● **What is needed**: Please reproduce every record, keeping each one exactly as written.

#### Data shown

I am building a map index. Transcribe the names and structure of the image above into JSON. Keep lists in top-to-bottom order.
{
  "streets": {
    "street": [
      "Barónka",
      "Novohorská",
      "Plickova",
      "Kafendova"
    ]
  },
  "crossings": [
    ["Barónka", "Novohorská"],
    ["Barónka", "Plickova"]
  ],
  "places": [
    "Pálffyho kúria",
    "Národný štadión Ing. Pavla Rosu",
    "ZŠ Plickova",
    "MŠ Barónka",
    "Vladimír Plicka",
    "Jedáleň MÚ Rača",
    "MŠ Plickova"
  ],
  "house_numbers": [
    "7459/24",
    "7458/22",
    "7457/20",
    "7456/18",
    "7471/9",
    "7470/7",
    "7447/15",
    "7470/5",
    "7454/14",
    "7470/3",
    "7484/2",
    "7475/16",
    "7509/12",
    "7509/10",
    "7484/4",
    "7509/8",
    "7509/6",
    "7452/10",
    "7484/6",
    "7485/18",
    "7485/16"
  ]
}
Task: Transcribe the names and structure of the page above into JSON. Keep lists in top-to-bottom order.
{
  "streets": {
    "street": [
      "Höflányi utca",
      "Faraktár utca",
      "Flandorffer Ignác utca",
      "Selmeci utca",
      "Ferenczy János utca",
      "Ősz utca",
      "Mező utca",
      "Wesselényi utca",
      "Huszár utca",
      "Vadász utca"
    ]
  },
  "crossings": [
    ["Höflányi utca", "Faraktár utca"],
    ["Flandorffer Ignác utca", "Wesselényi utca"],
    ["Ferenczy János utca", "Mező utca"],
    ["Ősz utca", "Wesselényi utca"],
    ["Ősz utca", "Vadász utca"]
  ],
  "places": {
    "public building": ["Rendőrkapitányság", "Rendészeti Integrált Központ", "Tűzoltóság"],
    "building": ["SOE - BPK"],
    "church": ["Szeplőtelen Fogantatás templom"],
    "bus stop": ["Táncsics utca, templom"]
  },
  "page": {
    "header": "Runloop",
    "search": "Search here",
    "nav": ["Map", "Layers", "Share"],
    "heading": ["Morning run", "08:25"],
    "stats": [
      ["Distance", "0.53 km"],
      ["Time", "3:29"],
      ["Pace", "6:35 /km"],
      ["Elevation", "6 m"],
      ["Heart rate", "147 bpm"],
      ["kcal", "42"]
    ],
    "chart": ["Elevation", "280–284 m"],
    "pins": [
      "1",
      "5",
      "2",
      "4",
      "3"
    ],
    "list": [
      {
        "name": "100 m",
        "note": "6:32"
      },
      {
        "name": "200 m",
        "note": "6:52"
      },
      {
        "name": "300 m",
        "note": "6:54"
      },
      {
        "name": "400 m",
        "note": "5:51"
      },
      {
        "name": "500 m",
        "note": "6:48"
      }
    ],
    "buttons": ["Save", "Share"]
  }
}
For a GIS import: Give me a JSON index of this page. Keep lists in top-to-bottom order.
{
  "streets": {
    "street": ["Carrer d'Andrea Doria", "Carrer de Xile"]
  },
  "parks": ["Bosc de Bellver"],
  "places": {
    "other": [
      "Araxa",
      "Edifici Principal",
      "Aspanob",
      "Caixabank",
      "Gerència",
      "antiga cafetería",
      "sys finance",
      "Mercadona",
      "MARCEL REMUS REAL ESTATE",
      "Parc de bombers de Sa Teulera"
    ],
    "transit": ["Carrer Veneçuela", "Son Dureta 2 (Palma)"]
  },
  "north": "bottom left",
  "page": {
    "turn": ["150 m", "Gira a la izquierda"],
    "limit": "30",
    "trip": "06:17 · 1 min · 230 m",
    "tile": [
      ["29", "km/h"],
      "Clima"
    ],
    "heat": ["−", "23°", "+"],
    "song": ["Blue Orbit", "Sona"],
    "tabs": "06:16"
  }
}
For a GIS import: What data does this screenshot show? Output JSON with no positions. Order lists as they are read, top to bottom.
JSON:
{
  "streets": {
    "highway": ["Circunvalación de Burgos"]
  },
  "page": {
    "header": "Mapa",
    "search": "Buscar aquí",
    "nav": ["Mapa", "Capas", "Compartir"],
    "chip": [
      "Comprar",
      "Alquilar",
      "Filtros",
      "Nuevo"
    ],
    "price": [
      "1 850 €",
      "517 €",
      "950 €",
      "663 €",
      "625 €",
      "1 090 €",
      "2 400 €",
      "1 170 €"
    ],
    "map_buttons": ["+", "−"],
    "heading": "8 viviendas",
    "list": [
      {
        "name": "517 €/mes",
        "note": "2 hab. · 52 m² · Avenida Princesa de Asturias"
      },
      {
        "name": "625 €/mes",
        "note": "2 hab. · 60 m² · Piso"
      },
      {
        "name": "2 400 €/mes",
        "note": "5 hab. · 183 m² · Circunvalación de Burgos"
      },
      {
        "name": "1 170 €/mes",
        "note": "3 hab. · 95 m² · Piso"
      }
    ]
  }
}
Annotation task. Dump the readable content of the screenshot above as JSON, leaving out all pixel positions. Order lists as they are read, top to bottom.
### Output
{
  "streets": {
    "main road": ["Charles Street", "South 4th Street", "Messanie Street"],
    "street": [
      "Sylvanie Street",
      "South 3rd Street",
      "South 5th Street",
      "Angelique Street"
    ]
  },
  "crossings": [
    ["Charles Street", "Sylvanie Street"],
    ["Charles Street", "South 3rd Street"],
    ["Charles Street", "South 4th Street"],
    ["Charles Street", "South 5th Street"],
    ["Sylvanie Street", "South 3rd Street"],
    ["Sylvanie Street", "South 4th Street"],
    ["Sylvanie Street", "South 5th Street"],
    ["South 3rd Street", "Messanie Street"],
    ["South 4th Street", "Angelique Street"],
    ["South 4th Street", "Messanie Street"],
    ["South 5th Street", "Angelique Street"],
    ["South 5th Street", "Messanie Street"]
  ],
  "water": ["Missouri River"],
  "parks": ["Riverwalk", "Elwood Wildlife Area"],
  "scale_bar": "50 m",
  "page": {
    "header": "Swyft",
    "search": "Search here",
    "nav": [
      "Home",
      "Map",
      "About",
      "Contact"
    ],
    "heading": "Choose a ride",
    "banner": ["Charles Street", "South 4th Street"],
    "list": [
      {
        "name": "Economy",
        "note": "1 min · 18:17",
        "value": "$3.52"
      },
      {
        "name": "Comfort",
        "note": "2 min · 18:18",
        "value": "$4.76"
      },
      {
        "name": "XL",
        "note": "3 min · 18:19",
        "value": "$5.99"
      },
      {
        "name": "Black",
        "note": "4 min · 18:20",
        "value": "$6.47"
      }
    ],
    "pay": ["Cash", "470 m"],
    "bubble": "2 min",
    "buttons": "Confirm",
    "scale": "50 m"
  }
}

########

● **Your response**:
I am building a map index. Transcribe the names and structure of the image above into JSON. Keep lists in top-to-bottom order.
{
  "streets": {
    "street": [
      "Barónka",
      "Novohorská",
      "Plickova",
      "Kafendova"
    ]
  },
  "crossings": [
    ["Barónka", "Novohorská"],
    ["Barónka", "Plickova"]
  ],
  "places": [
    "Pálffyho kúria",
    "Národný štadión Ing. Pavla Rosu",
    "ZŠ Plickova",
    "MŠ Barónka",
    "Vladimír Plicka",
    "Jedáleň MÚ Rača",
    "MŠ Plickova"
  ],
  "house_numbers": [
    "7459/24",
    "7458/22",
    "7457/20",
    "7456/18",
    "7471/9",
    "7470/7",
    "7447/15",
    "7470/5",
    "7454/14",
    "7470/3",
    "7484/2",
    "7475/16",
    "7509/12",
    "7509/10",
    "7484/4",
    "7509/8",
    "7509/6",
    "7452/10",
    "7484/6",
    "7485/18",
    "7485/16"
  ]
}
Task: Transcribe the names and structure of the page above into JSON. Keep lists in top-to-bottom order.
{
  "streets": {
    "street": [
      "Höflányi utca",
      "Faraktár utca",
      "Flandorffer Ignác utca",
      "Selmeci utca",
      "Ferenczy János utca",
      "Ősz utca",
      "Mező utca",
      "Wesselényi utca",
      "Huszár utca",
      "Vadász utca"
    ]
  },
  "crossings": [
    ["Höflányi utca", "Faraktár utca"],
    ["Flandorffer Ignác utca", "Wesselényi utca"],
    ["Ferenczy János utca", "Mező utca"],
    ["Ősz utca", "Wesselényi utca"],
    ["Ősz utca", "Vadász utca"]
  ],
  "places": {
    "public building": ["Rendőrkapitányság", "Rendészeti Integrált Központ", "Tűzoltóság"],
    "building": ["SOE - BPK"],
    "church": ["Szeplőtelen Fogantatás templom"],
    "bus stop": ["Táncsics utca, templom"]
  },
  "page": {
    "header": "Runloop",
    "search": "Search here",
    "nav": ["Map", "Layers", "Share"],
    "heading": ["Morning run", "08:25"],
    "stats": [
      ["Distance", "0.53 km"],
      ["Time", "3:29"],
      ["Pace", "6:35 /km"],
      ["Elevation", "6 m"],
      ["Heart rate", "147 bpm"],
      ["kcal", "42"]
    ],
    "chart": ["Elevation", "280–284 m"],
    "pins": [
      "1",
      "5",
      "2",
      "4",
      "3"
    ],
    "list": [
      {
        "name": "100 m",
        "note": "6:32"
      },
      {
        "name": "200 m",
        "note": "6:52"
      },
      {
        "name": "300 m",
        "note": "6:54"
      },
      {
        "name": "400 m",
        "note": "5:51"
      },
      {
        "name": "500 m",
        "note": "6:48"
      }
    ],
    "buttons": ["Save", "Share"]
  }
}
For a GIS import: Give me a JSON index of this page. Keep lists in top-to-bottom order.
{
  "streets": {
    "street": ["Carrer d'Andrea Doria", "Carrer de Xile"]
  },
  "parks": ["Bosc de Bellver"],
  "places": {
    "other": [
      "Araxa",
      "Edifici Principal",
      "Aspanob",
      "Caixabank",
      "Gerència",
      "antiga cafetería",
      "sys finance",
      "Mercadona",
      "MARCEL REMUS REAL ESTATE",
      "Parc de bombers de Sa Teulera"
    ],
    "transit": ["Carrer Veneçuela", "Son Dureta 2 (Palma)"]
  },
  "north": "bottom left",
  "page": {
    "turn": ["150 m", "Gira a la izquierda"],
    "limit": "30",
    "trip": "06:17 · 1 min · 230 m",
    "tile": [
      ["29", "km/h"],
      "Clima"
    ],
    "heat": ["−", "23°", "+"],
    "song": ["Blue Orbit", "Sona"],
    "tabs": "06:16"
  }
}
For a GIS import: What data does this screenshot show? Output JSON with no positions. Order lists as they are read, top to bottom.
JSON:
{
  "streets": {
    "highway": ["Circunvalación de Burgos"]
  },
  "page": {
    "header": "Mapa",
    "search": "Buscar aquí",
    "nav": ["Mapa", "Capas", "Compartir"],
    "chip": [
      "Comprar",
      "Alquilar",
      "Filtros",
      "Nuevo"
    ],
    "price": [
      "1 850 €",
      "517 €",
      "950 €",
      "663 €",
      "625 €",
      "1 090 €",
      "2 400 €",
      "1 170 €"
    ],
    "map_buttons": ["+", "−"],
    "heading": "8 viviendas",
    "list": [
      {
        "name": "517 €/mes",
        "note": "2 hab. · 52 m² · Avenida Princesa de Asturias"
      },
      {
        "name": "625 €/mes",
        "note": "2 hab. · 60 m² · Piso"
      },
      {
        "name": "2 400 €/mes",
        "note": "5 hab. · 183 m² · Circunvalación de Burgos"
      },
      {
        "name": "1 170 €/mes",
        "note": "3 hab. · 95 m² · Piso"
      }
    ]
  }
}
Annotation task. Dump the readable content of the screenshot above as JSON, leaving out all pixel positions. Order lists as they are read, top to bottom.
### Output
{
  "streets": {
    "main road": ["Charles Street", "South 4th Street", "Messanie Street"],
    "street": [
      "Sylvanie Street",
      "South 3rd Street",
      "South 5th Street",
      "Angelique Street"
    ]
  },
  "crossings": [
    ["Charles Street", "Sylvanie Street"],
    ["Charles Street", "South 3rd Street"],
    ["Charles Street", "South 4th Street"],
    ["Charles Street", "South 5th Street"],
    ["Sylvanie Street", "South 3rd Street"],
    ["Sylvanie Street", "South 4th Street"],
    ["Sylvanie Street", "South 5th Street"],
    ["South 3rd Street", "Messanie Street"],
    ["South 4th Street", "Angelique Street"],
    ["South 4th Street", "Messanie Street"],
    ["South 5th Street", "Angelique Street"],
    ["South 5th Street", "Messanie Street"]
  ],
  "water": ["Missouri River"],
  "parks": ["Riverwalk", "Elwood Wildlife Area"],
  "scale_bar": "50 m",
  "page": {
    "header": "Swyft",
    "search": "Search here",
    "nav": [
      "Home",
      "Map",
      "About",
      "Contact"
    ],
    "heading": "Choose a ride",
    "banner": ["Charles Street", "South 4th Street"],
    "list": [
      {
        "name": "Economy",
        "note": "1 min · 18:17",
        "value": "$3.52"
      },
      {
        "name": "Comfort",
        "note": "2 min · 18:18",
        "value": "$4.76"
      },
      {
        "name": "XL",
        "note": "3 min · 18:19",
        "value": "$5.99"
      },
      {
        "name": "Black",
        "note": "4 min · 18:20",
        "value": "$6.47"
      }
    ],
    "pay": ["Cash", "470 m"],
    "bubble": "2 min",
    "buttons": "Confirm",
    "scale": "50 m"
  }
}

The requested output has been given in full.